If the enemy can only use a few trials (for instance, as a password on an interactive system  that only allows a few trials), a relatively modest amount of entropy in the key (here, the password) can be sufficient, because the amount of information the system will give is limited too.  On the other hand, if the enemy has a way to try as many keys as he can afford, then in any case, in principle, any enemy can extract all the information from the system concerning the key.  What is limiting here, is the proof of work needed for a trial and the amount of information needed.  In other words, a high amount of entropy in the key will require a large amount of work on the side of the enemy ; so large an amount of work that for all practical purposes, the work is not feasible.

The method of guessing keys, and obtaining a response from the system that indicates whether the key is right or wrong, is called a brute force attack.

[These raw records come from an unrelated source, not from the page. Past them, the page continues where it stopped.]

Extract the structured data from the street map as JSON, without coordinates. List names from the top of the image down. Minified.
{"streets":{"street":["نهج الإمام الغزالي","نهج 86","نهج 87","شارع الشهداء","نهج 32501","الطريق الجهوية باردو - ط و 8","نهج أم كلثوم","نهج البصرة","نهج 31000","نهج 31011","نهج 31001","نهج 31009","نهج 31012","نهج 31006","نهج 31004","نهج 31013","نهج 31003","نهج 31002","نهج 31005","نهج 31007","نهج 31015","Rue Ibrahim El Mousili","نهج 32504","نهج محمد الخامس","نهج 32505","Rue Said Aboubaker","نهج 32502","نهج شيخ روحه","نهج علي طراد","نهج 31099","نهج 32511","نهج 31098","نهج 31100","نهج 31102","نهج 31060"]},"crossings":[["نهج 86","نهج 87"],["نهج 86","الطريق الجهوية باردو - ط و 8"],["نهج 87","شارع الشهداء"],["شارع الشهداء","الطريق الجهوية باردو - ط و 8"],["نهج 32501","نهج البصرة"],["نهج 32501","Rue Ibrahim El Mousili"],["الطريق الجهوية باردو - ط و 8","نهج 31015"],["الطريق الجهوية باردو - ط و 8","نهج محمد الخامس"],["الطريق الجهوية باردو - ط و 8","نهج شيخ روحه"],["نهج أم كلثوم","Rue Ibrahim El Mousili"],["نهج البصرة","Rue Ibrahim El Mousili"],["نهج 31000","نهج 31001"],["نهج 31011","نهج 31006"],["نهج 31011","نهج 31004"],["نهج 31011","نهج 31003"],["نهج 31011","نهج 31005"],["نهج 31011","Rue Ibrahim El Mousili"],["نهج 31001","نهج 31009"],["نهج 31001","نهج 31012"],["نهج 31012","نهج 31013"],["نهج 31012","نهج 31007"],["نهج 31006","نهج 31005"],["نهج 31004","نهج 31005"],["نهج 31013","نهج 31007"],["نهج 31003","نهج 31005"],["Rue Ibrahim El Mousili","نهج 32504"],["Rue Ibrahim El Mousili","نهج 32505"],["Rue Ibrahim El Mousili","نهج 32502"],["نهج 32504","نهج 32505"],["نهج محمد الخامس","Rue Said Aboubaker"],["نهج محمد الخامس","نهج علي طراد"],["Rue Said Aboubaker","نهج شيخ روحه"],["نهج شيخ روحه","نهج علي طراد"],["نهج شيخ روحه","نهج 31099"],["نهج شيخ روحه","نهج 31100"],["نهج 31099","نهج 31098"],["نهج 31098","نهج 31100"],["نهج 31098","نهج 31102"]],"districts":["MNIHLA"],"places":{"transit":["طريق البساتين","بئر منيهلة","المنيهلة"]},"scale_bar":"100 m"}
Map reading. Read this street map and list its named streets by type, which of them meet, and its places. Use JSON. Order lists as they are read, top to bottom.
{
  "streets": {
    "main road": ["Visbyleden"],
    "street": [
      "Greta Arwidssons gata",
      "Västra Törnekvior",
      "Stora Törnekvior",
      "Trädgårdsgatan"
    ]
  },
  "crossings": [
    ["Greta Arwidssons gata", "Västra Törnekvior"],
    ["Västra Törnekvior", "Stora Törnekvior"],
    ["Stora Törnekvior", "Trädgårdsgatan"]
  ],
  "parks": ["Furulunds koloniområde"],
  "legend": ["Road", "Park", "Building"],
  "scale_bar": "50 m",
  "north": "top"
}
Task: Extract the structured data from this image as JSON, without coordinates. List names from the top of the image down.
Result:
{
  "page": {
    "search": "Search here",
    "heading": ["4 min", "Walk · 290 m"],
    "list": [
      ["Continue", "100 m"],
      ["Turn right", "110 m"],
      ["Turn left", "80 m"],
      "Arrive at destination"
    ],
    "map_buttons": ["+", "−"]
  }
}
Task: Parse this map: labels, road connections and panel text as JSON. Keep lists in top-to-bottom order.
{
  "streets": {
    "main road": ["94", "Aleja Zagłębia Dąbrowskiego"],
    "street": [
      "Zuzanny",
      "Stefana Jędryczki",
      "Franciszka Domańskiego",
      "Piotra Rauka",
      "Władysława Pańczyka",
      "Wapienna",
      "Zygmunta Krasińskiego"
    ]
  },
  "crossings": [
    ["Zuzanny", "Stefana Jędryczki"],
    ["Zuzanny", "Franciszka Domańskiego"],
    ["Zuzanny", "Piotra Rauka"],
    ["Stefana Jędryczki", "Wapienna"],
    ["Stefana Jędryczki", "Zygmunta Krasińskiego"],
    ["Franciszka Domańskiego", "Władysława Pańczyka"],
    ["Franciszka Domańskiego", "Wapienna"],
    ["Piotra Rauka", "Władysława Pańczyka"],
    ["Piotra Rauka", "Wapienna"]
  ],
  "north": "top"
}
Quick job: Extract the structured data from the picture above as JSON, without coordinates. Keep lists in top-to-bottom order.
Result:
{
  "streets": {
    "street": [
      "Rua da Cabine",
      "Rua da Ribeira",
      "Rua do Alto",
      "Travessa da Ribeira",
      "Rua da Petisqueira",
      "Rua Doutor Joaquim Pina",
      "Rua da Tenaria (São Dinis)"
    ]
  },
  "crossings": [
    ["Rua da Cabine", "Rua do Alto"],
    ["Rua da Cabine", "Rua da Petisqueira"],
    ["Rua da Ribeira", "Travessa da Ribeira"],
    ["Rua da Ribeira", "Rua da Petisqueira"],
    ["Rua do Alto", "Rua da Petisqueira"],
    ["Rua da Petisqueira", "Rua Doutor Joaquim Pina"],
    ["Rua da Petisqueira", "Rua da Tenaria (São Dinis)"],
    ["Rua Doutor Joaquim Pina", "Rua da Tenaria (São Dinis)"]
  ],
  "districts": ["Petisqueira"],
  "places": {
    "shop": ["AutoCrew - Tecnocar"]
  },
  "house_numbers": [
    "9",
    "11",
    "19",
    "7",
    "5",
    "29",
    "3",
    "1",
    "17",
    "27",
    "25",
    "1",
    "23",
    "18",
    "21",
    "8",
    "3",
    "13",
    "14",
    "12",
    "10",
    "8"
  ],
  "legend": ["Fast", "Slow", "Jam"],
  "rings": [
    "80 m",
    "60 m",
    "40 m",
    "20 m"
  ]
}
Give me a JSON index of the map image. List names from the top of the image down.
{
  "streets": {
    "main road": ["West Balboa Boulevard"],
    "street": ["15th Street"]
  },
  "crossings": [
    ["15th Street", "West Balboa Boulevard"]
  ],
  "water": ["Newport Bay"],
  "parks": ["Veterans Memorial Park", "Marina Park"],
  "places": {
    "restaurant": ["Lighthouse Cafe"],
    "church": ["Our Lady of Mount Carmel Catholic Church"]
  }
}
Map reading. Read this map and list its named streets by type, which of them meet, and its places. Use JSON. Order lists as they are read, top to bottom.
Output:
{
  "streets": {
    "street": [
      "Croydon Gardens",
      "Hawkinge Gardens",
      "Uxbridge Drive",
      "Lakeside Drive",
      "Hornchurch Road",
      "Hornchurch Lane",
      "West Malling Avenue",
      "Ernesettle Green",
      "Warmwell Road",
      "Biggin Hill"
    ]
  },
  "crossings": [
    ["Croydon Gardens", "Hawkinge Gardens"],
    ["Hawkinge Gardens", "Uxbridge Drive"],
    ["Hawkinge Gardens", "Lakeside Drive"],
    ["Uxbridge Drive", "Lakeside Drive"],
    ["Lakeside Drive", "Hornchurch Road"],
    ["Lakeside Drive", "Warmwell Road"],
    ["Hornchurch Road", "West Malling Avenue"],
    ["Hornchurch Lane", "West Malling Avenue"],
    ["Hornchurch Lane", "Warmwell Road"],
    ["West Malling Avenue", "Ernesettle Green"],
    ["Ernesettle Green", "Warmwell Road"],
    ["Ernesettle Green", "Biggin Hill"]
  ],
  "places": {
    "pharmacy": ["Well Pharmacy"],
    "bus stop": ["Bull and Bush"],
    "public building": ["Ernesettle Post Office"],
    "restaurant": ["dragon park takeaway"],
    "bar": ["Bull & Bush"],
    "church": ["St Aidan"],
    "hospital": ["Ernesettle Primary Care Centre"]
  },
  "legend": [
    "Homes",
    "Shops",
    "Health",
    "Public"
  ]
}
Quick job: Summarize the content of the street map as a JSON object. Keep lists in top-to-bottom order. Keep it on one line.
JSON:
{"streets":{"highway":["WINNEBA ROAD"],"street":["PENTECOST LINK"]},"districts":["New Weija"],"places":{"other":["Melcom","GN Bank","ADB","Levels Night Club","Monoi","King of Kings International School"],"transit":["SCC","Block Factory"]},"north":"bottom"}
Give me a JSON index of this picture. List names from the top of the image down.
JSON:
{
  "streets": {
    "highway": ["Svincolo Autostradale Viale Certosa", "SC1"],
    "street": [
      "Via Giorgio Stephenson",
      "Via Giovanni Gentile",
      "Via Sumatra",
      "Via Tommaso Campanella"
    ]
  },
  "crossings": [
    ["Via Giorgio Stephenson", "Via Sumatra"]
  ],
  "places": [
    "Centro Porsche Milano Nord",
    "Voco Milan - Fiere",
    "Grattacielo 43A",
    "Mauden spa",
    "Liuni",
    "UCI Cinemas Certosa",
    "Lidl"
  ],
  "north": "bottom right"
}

In as much as the system itself can provide, through its answer on a key trial, a response that indicates whether the key was right or not, the system can always provide enough information to kill entirely the entropy of any key.   But it can also be that the system doesn't give that answer.  That is, the system does provide an answer, but it is not clear from the answer whether the key was right or not.  Such systems are the only ones who can preserve the key entropy indefinitely.  In any other case, a brute force attack is always possible, and the only limitation on it is the huge amount of proof of work that is needed to extract a given amount of entropy.

In all these cases, the genuine entropy of the key is the determining factor of the security of the system.

Consider for instance an entropy of 32 bits.   With 4 billion trials, the key will be found with certainty.  If an enemy can try as much keys as he wants, and if a trial takes a microsecond, in about an hour the key will be found.  On the other hand, consider a key entropy of 1024 bits.  This time, the number of trials is 10^308.  That's for each of the elementary particles in the universe, running over each couple of particles in the universe and trying a key.   Even at a microscopic amount of work per trial, this is not feasible.  A key entropy of 1024 bits, if the only possible attack is brute force, is totally impossible to execute in practice and hence such a system can be totally secure.  On the other hand, if the enemy has only, say, 10 trials, then even a 32 bit key will give you a security that corresponds to a probability of one out of 400 million to be broken.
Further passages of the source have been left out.